EXERCISE DETAILS -
For each entry, return the text exactly and omit any image.

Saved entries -
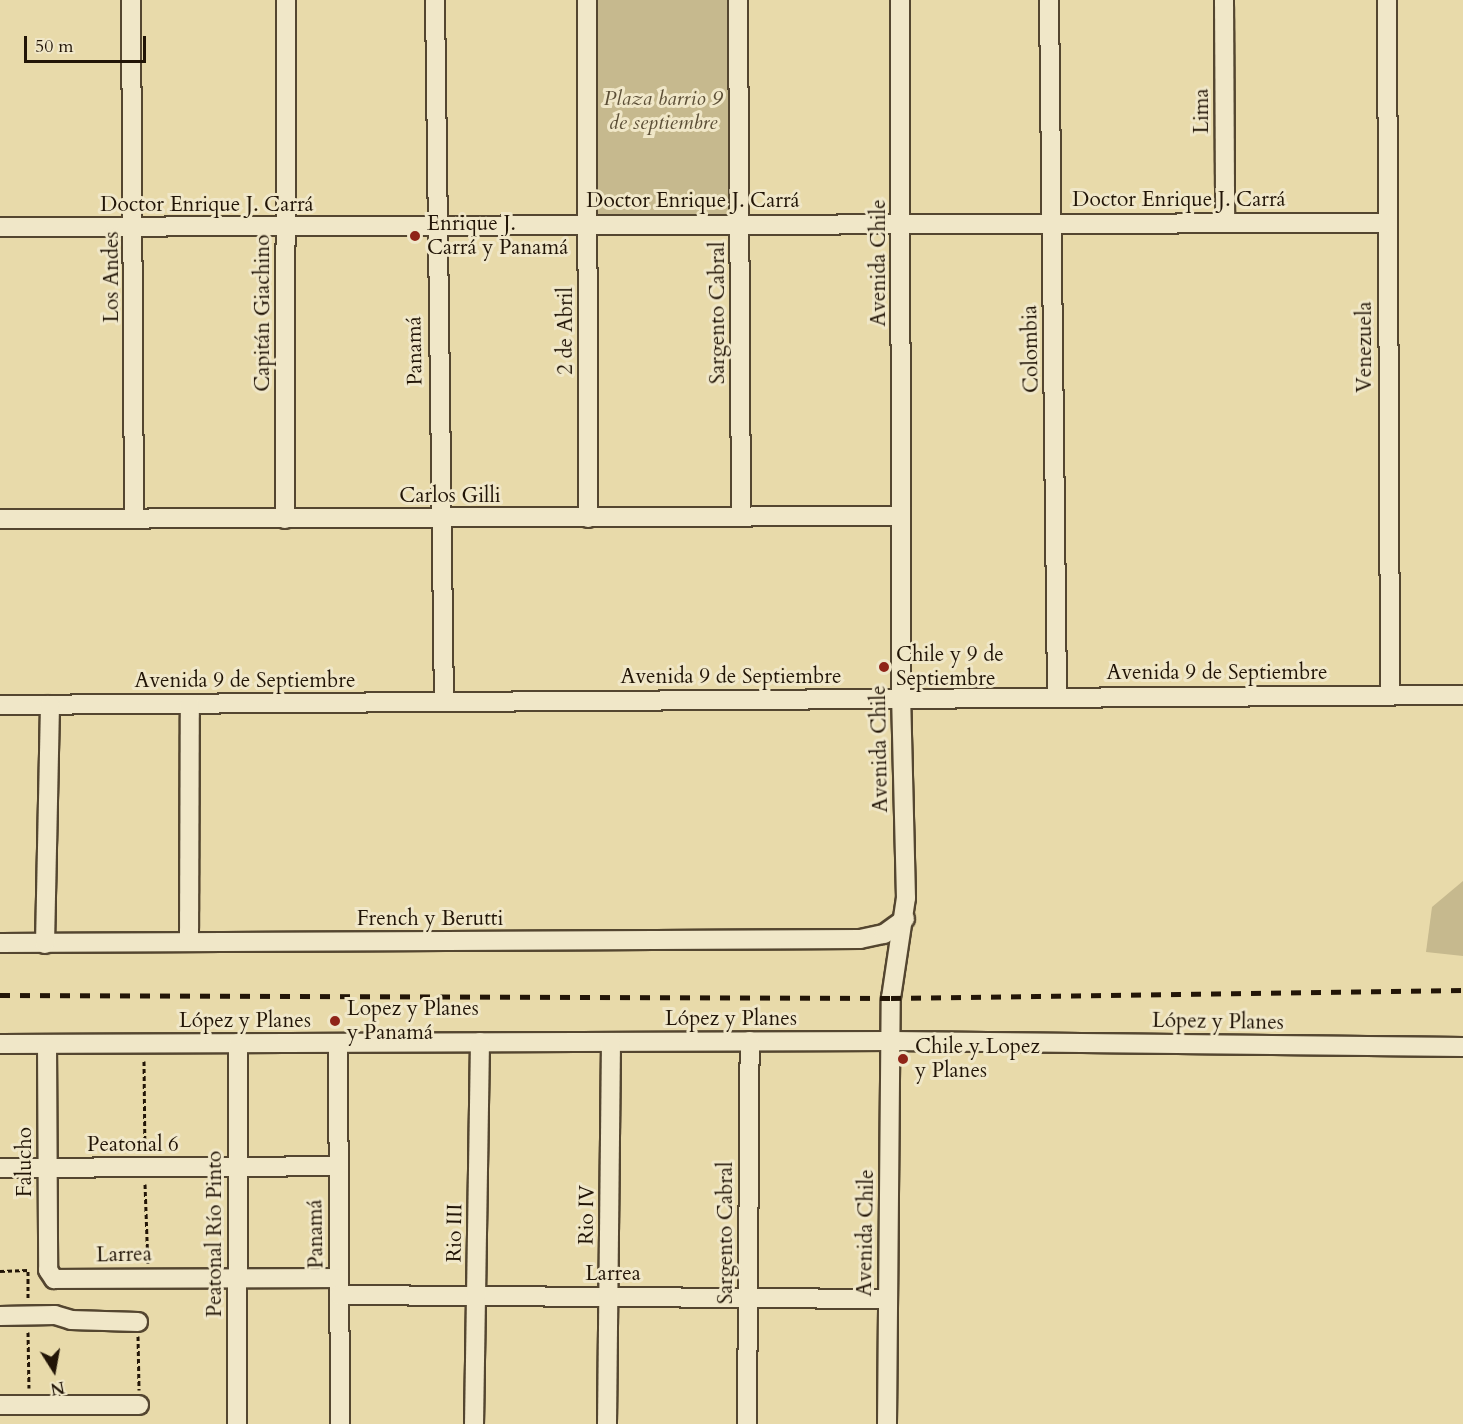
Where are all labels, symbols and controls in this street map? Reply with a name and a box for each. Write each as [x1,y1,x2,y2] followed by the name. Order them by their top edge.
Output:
[27,24,148,62] scale bar
[35,34,74,59] text: 50 m
[603,86,723,136] park label: Plaza barrio 9 de septiembre
[1189,88,1215,134] street label: Lima
[1072,187,1286,213] street label: Doctor Enrique J. Carrá
[586,188,800,214] street label: Doctor Enrique J. Carrá
[100,192,314,218] street label: Doctor Enrique J. Carrá
[866,199,892,327] street label: Avenida Chile
[427,211,568,261] place label: Enrique J. Carrá y Panamá
[408,229,422,243] marker: Enrique J. Carrá y Panamá
[99,231,125,323] street label: Los Andes
[250,234,276,392] street label: Capitán Giachino
[705,242,731,384] street label: Sargento Cabral
[553,287,579,375] street label: 2 de Abril
[1352,301,1378,393] street label: Venezuela
[1018,305,1044,393] street label: Colombia
[402,316,428,386] street label: Panamá
[399,483,501,509] street label: Carlos Gilli
[896,642,1004,692] place label: Chile y 9 de Septiembre
[877,660,891,674] marker: Chile y 9 de Septiembre
[1106,660,1328,686] street label: Avenida 9 de Septiembre
[620,664,842,690] street label: Avenida 9 de Septiembre
[134,668,356,694] street label: Avenida 9 de Septiembre
[866,685,894,813] street label: Avenida Chile
[357,906,503,932] street label: French y Berutti
[347,996,479,1046] place label: Lopez y Planes y Panamá
[665,1006,797,1032] street label: López y Planes
[179,1008,311,1034] street label: López y Planes
[1152,1008,1284,1036] street label: López y Planes
[328,1014,342,1028] marker: Lopez y Planes y Panamá
[915,1034,1040,1084] place label: Chile y Lopez y Planes
[896,1052,910,1066] marker: Chile y Lopez y Planes
[12,1127,38,1197] street label: Falucho
[87,1132,179,1158] street label: Peatonal 6
[202,1151,228,1317] street label: Peatonal Río Pinto
[713,1162,739,1304] street label: Sargento Cabral
[852,1169,880,1297] street label: Avenida Chile
[574,1185,600,1245] street label: Rio IV
[303,1199,329,1269] street label: Panamá
[442,1203,468,1263] street label: Rio III
[96,1242,152,1268] street label: Larrea
[585,1261,641,1287] street label: Larrea
[24,1340,84,1400] north arrow
[49,1376,66,1400] text: N

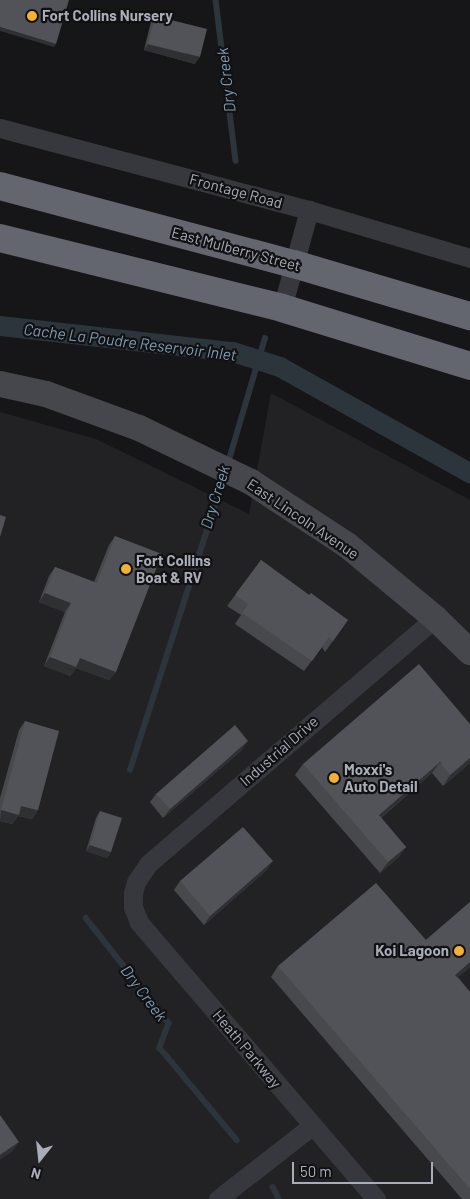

WRITTEN ANSWER -
Where are all labels, symbols and controls in this street map? Reply with a name and a box for each. Write each as [x1,y1,x2,y2] followed by the name. Order them by their top edge.
Output:
[27,24,148,62] scale bar
[35,34,74,59] text: 50 m
[603,86,723,136] park label: Plaza barrio 9 de septiembre
[1189,88,1215,134] street label: Lima
[1072,187,1286,213] street label: Doctor Enrique J. Carrá
[586,188,800,214] street label: Doctor Enrique J. Carrá
[100,192,314,218] street label: Doctor Enrique J. Carrá
[866,199,892,327] street label: Avenida Chile
[427,211,568,261] place label: Enrique J. Carrá y Panamá
[408,229,422,243] marker: Enrique J. Carrá y Panamá
[99,231,125,323] street label: Los Andes
[250,234,276,392] street label: Capitán Giachino
[705,242,731,384] street label: Sargento Cabral
[553,287,579,375] street label: 2 de Abril
[1352,301,1378,393] street label: Venezuela
[1018,305,1044,393] street label: Colombia
[402,316,428,386] street label: Panamá
[399,483,501,509] street label: Carlos Gilli
[896,642,1004,692] place label: Chile y 9 de Septiembre
[877,660,891,674] marker: Chile y 9 de Septiembre
[1106,660,1328,686] street label: Avenida 9 de Septiembre
[620,664,842,690] street label: Avenida 9 de Septiembre
[134,668,356,694] street label: Avenida 9 de Septiembre
[866,685,894,813] street label: Avenida Chile
[357,906,503,932] street label: French y Berutti
[347,996,479,1046] place label: Lopez y Planes y Panamá
[665,1006,797,1032] street label: López y Planes
[179,1008,311,1034] street label: López y Planes
[1152,1008,1284,1036] street label: López y Planes
[328,1014,342,1028] marker: Lopez y Planes y Panamá
[915,1034,1040,1084] place label: Chile y Lopez y Planes
[896,1052,910,1066] marker: Chile y Lopez y Planes
[12,1127,38,1197] street label: Falucho
[87,1132,179,1158] street label: Peatonal 6
[202,1151,228,1317] street label: Peatonal Río Pinto
[713,1162,739,1304] street label: Sargento Cabral
[852,1169,880,1297] street label: Avenida Chile
[574,1185,600,1245] street label: Rio IV
[303,1199,329,1269] street label: Panamá
[442,1203,468,1263] street label: Rio III
[96,1242,152,1268] street label: Larrea
[585,1261,641,1287] street label: Larrea
[24,1340,84,1400] north arrow
[49,1376,66,1400] text: N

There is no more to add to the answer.